Instructions for the task:
Your answer is a number only: how many lines in the data below contain "rows"?

(Saved entries)
————————

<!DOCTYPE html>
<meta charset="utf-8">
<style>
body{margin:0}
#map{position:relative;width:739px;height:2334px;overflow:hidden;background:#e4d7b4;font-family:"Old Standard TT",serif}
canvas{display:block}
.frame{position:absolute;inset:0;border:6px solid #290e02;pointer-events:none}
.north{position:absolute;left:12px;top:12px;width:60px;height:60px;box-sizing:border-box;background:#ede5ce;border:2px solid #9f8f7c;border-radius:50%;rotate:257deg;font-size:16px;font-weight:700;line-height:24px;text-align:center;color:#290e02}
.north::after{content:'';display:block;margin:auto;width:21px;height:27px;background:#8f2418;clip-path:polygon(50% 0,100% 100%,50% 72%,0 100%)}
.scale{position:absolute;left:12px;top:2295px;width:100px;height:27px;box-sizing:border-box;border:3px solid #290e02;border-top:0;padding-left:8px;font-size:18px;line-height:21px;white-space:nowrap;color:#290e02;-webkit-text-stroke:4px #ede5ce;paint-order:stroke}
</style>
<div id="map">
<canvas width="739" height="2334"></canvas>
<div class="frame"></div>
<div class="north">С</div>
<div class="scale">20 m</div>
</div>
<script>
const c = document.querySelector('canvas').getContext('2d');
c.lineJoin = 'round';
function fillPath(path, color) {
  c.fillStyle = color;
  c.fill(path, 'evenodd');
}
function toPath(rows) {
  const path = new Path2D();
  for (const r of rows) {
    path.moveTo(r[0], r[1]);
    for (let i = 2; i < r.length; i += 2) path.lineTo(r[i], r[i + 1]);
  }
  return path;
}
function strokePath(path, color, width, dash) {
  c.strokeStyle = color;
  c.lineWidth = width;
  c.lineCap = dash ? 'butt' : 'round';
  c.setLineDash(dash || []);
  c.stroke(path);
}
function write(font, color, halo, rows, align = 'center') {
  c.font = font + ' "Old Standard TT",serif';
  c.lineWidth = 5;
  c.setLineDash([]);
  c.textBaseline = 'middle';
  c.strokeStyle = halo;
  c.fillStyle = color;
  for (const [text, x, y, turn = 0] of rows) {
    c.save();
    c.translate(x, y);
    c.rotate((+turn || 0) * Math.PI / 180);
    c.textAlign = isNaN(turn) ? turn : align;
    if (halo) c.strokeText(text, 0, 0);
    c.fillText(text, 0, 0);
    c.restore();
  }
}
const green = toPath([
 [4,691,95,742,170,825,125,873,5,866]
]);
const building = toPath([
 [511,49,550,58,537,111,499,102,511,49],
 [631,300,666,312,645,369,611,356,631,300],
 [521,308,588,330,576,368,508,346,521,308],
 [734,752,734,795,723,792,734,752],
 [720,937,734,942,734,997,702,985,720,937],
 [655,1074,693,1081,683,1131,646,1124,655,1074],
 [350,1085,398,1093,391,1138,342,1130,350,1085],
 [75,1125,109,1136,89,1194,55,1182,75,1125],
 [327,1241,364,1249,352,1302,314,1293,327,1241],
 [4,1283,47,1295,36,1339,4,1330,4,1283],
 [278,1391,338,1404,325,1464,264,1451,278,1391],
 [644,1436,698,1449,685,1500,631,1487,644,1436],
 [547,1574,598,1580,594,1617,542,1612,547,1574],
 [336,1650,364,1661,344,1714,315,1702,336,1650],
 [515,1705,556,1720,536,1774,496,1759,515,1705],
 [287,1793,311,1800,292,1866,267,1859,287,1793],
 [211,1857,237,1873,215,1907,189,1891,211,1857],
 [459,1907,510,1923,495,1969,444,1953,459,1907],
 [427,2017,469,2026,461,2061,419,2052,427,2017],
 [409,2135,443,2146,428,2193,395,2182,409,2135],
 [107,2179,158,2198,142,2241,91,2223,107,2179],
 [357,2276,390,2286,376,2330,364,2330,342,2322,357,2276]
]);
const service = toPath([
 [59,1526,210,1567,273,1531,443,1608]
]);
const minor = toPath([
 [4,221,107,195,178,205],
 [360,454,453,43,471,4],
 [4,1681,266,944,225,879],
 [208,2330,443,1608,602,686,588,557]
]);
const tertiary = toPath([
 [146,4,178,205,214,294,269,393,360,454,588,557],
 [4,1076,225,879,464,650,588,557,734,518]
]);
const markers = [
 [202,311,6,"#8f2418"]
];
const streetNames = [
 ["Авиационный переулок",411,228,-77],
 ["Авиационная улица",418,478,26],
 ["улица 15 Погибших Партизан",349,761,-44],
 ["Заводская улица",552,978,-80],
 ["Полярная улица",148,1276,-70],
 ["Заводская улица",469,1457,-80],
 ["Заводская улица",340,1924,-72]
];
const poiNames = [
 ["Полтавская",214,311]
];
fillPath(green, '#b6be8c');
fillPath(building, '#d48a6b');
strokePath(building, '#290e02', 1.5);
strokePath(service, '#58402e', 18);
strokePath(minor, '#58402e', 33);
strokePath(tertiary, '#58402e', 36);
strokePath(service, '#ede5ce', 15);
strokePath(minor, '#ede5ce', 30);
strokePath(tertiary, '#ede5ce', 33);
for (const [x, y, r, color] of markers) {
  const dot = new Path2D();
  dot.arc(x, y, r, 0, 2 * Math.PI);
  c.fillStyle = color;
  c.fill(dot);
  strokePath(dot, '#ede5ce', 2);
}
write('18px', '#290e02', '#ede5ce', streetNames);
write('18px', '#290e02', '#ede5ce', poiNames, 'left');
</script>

————————

Written solution:
4